→ What is required
Write out every record exactly as it appears. Skip the pictures.

Records from a dataset:

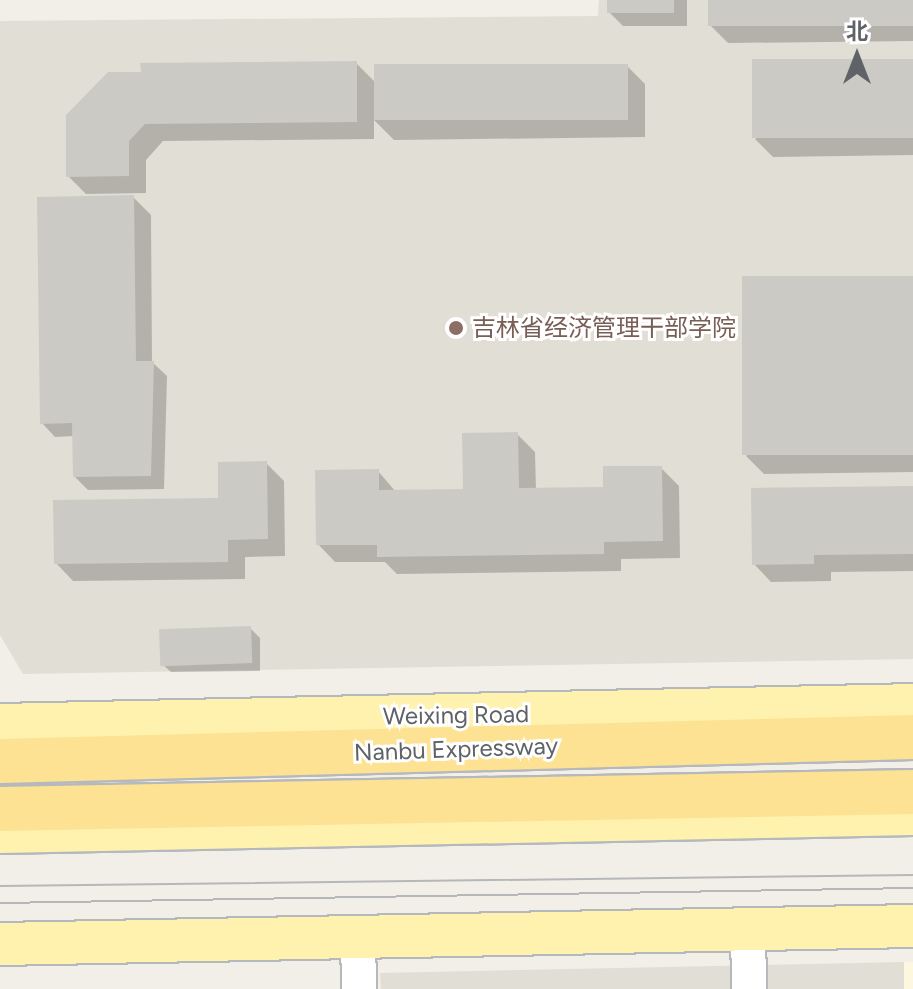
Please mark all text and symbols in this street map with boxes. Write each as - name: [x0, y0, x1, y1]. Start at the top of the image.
- north arrow: [817, 16, 897, 96]
- text: 北: [846, 18, 868, 45]
- place label: 吉林省经济管理干部学院: [472, 314, 736, 342]
- marker: 吉林省经济管理干部学院: [447, 319, 465, 337]
- street label: Weixing Road: [383, 699, 529, 731]
- street label: Nanbu Expressway: [353, 731, 559, 767]

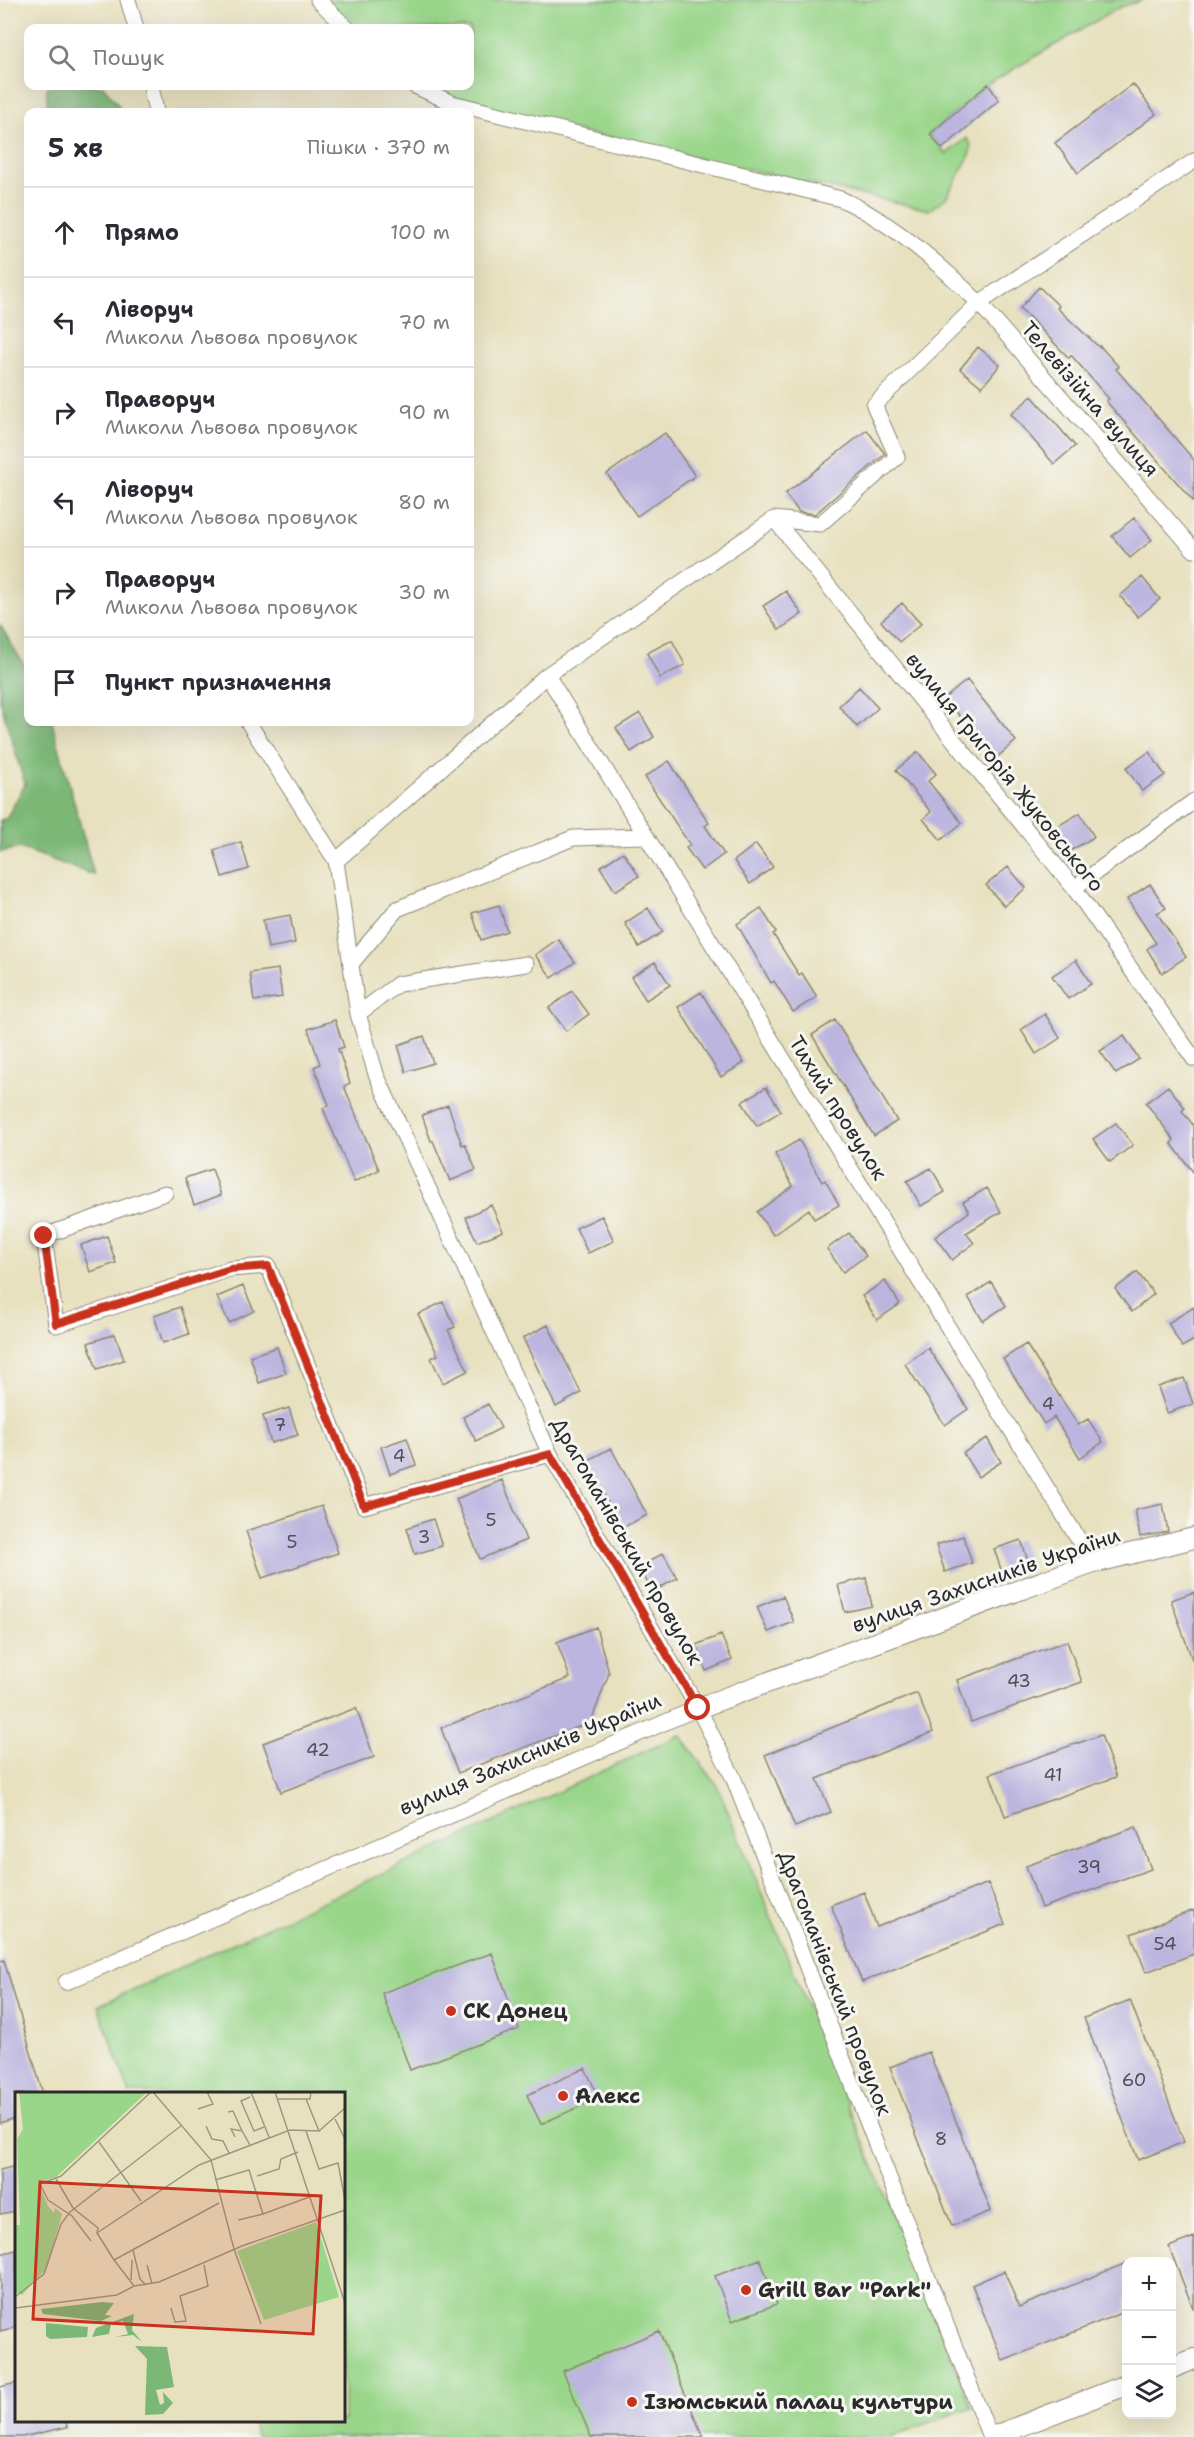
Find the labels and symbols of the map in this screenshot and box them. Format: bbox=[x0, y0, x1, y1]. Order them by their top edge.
street label: Телевізійна вулиця bbox=[1015, 315, 1165, 483]
street label: вулиця Григорія Жуковського bbox=[899, 646, 1111, 898]
street label: Тихий провулок bbox=[782, 1030, 894, 1186]
route end bbox=[30, 1222, 56, 1248]
house number: 4 bbox=[1042, 1392, 1054, 1416]
street label: Драгоманівський провулок bbox=[544, 1412, 710, 1670]
house number: 7 bbox=[274, 1413, 286, 1437]
house number: 4 bbox=[393, 1444, 405, 1468]
house number: 5 bbox=[485, 1508, 497, 1532]
street label: вулиця Захисників України bbox=[848, 1521, 1124, 1639]
house number: 3 bbox=[418, 1525, 430, 1549]
house number: 5 bbox=[286, 1530, 298, 1554]
house number: 43 bbox=[1007, 1669, 1031, 1693]
street label: вулиця Захисників України bbox=[395, 1686, 666, 1822]
route start bbox=[684, 1694, 710, 1720]
house number: 42 bbox=[306, 1738, 330, 1762]
house number: 41 bbox=[1043, 1763, 1063, 1787]
street label: Драгоманівський провулок bbox=[771, 1846, 899, 2120]
house number: 39 bbox=[1077, 1855, 1101, 1879]
house number: 54 bbox=[1153, 1932, 1177, 1956]
place label: СК Донец bbox=[463, 1997, 568, 2025]
marker: СК Донец bbox=[444, 2004, 458, 2018]
house number: 60 bbox=[1122, 2068, 1146, 2092]
place label: Алекс bbox=[575, 2082, 641, 2110]
marker: Алекс bbox=[556, 2089, 570, 2103]
inset map bbox=[15, 2092, 345, 2422]
house number: 8 bbox=[935, 2127, 947, 2151]
place label: Grill Bar "Park" bbox=[758, 2276, 931, 2304]
marker: Grill Bar "Park" bbox=[739, 2283, 753, 2297]
place label: Ізюмський палац культури bbox=[644, 2388, 953, 2416]
marker: Ізюмський палац культури bbox=[625, 2395, 639, 2409]

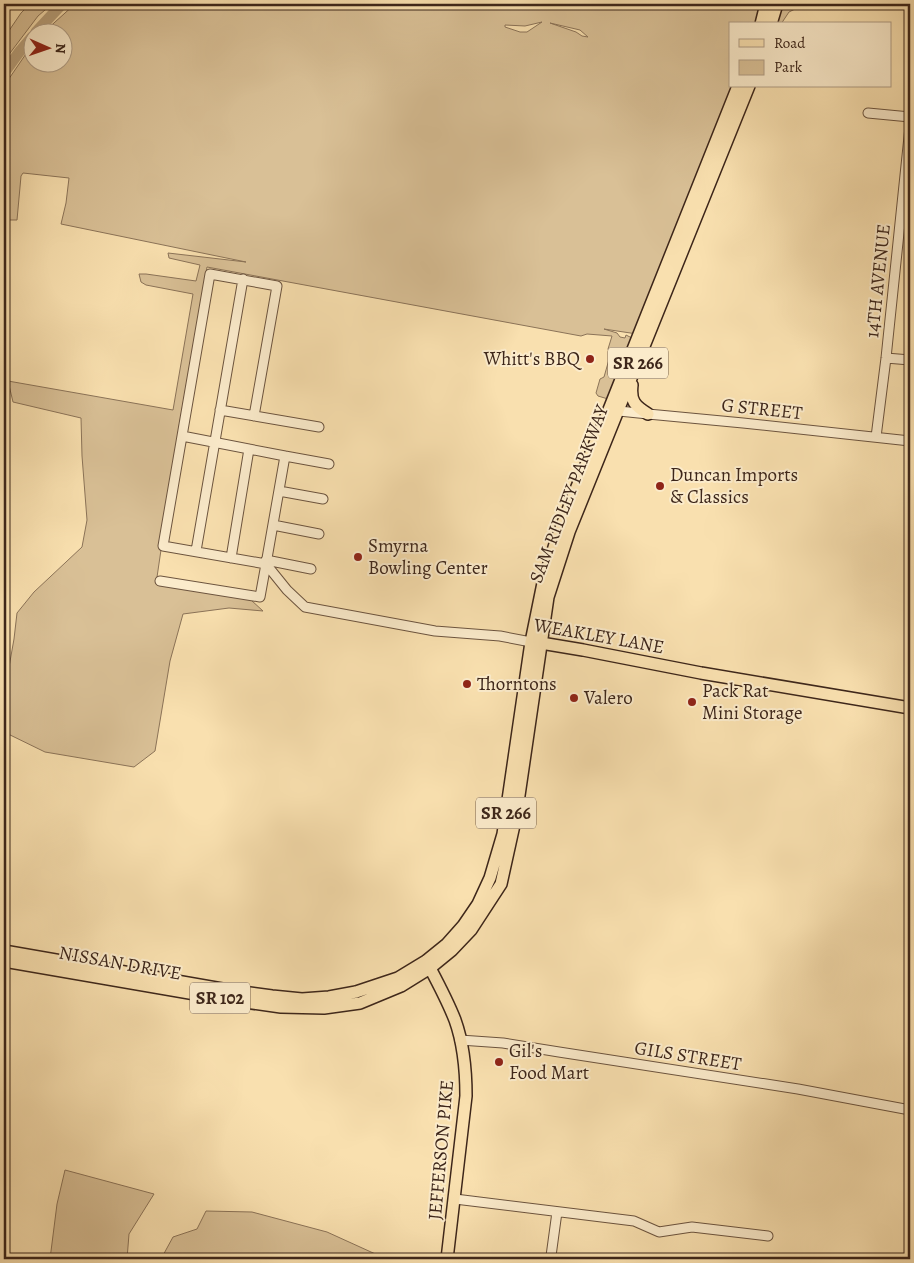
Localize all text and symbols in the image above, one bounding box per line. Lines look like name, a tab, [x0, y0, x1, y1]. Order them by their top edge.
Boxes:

→ Output
Please mark all text and symbols in this street map with boxes. Write each as - name: [x0, y0, x1, y1]. Start at the top of the image.
- north arrow: [817, 16, 897, 96]
- text: 北: [846, 18, 868, 45]
- place label: 吉林省经济管理干部学院: [472, 314, 736, 342]
- marker: 吉林省经济管理干部学院: [447, 319, 465, 337]
- street label: Weixing Road: [383, 699, 529, 731]
- street label: Nanbu Expressway: [353, 731, 559, 767]

Find the labels and symbols of the map in this screenshot and box them. Format: bbox=[x0, y0, x1, y1]. Order them by their top edge.
street label: Телевізійна вулиця bbox=[1015, 315, 1165, 483]
street label: вулиця Григорія Жуковського bbox=[899, 646, 1111, 898]
street label: Тихий провулок bbox=[782, 1030, 894, 1186]
route end bbox=[30, 1222, 56, 1248]
house number: 4 bbox=[1042, 1392, 1054, 1416]
street label: Драгоманівський провулок bbox=[544, 1412, 710, 1670]
house number: 7 bbox=[274, 1413, 286, 1437]
house number: 4 bbox=[393, 1444, 405, 1468]
house number: 5 bbox=[485, 1508, 497, 1532]
street label: вулиця Захисників України bbox=[848, 1521, 1124, 1639]
house number: 3 bbox=[418, 1525, 430, 1549]
house number: 5 bbox=[286, 1530, 298, 1554]
house number: 43 bbox=[1007, 1669, 1031, 1693]
street label: вулиця Захисників України bbox=[395, 1686, 666, 1822]
route start bbox=[684, 1694, 710, 1720]
house number: 42 bbox=[306, 1738, 330, 1762]
house number: 41 bbox=[1043, 1763, 1063, 1787]
street label: Драгоманівський провулок bbox=[771, 1846, 899, 2120]
house number: 39 bbox=[1077, 1855, 1101, 1879]
house number: 54 bbox=[1153, 1932, 1177, 1956]
place label: СК Донец bbox=[463, 1997, 568, 2025]
marker: СК Донец bbox=[444, 2004, 458, 2018]
house number: 60 bbox=[1122, 2068, 1146, 2092]
place label: Алекс bbox=[575, 2082, 641, 2110]
marker: Алекс bbox=[556, 2089, 570, 2103]
inset map bbox=[15, 2092, 345, 2422]
house number: 8 bbox=[935, 2127, 947, 2151]
place label: Grill Bar "Park" bbox=[758, 2276, 931, 2304]
marker: Grill Bar "Park" bbox=[739, 2283, 753, 2297]
place label: Ізюмський палац культури bbox=[644, 2388, 953, 2416]
marker: Ізюмський палац культури bbox=[625, 2395, 639, 2409]

Localize all text and symbols in the image above, one bounding box per line. Lines look like name, a tab, [x0, y0, x1, y1]. Order them by their top edge.
Boxes:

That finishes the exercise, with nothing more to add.